◆ Task to carry out ◆
Transcribe the listing below exactly, leaving nothing out.

◆ Available data ◆
--

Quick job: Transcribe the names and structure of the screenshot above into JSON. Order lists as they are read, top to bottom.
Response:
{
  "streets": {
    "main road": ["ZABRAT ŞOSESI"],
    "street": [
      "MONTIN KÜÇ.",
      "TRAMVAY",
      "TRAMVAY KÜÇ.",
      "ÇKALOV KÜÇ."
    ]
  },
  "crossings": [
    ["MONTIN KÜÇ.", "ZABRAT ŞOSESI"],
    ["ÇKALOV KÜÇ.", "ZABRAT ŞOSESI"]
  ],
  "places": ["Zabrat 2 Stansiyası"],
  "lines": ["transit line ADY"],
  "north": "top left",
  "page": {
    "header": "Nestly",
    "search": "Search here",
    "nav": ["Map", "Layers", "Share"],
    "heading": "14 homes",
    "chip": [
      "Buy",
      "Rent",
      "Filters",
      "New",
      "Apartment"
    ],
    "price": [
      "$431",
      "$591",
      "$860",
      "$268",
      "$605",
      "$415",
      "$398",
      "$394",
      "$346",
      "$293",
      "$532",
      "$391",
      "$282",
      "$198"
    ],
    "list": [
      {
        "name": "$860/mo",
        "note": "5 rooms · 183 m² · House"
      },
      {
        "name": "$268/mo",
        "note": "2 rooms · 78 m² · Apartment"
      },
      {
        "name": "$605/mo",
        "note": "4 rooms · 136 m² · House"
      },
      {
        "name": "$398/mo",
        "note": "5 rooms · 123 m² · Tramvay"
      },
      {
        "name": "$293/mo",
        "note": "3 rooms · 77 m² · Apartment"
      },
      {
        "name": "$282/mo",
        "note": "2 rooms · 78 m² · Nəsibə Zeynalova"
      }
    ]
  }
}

--

◆ Response ◆
Quick job: Transcribe the names and structure of the screenshot above into JSON. Order lists as they are read, top to bottom.
Response:
{
  "streets": {
    "main road": ["ZABRAT ŞOSESI"],
    "street": [
      "MONTIN KÜÇ.",
      "TRAMVAY",
      "TRAMVAY KÜÇ.",
      "ÇKALOV KÜÇ."
    ]
  },
  "crossings": [
    ["MONTIN KÜÇ.", "ZABRAT ŞOSESI"],
    ["ÇKALOV KÜÇ.", "ZABRAT ŞOSESI"]
  ],
  "places": ["Zabrat 2 Stansiyası"],
  "lines": ["transit line ADY"],
  "north": "top left",
  "page": {
    "header": "Nestly",
    "search": "Search here",
    "nav": ["Map", "Layers", "Share"],
    "heading": "14 homes",
    "chip": [
      "Buy",
      "Rent",
      "Filters",
      "New",
      "Apartment"
    ],
    "price": [
      "$431",
      "$591",
      "$860",
      "$268",
      "$605",
      "$415",
      "$398",
      "$394",
      "$346",
      "$293",
      "$532",
      "$391",
      "$282",
      "$198"
    ],
    "list": [
      {
        "name": "$860/mo",
        "note": "5 rooms · 183 m² · House"
      },
      {
        "name": "$268/mo",
        "note": "2 rooms · 78 m² · Apartment"
      },
      {
        "name": "$605/mo",
        "note": "4 rooms · 136 m² · House"
      },
      {
        "name": "$398/mo",
        "note": "5 rooms · 123 m² · Tramvay"
      },
      {
        "name": "$293/mo",
        "note": "3 rooms · 77 m² · Apartment"
      },
      {
        "name": "$282/mo",
        "note": "2 rooms · 78 m² · Nəsibə Zeynalova"
      }
    ]
  }
}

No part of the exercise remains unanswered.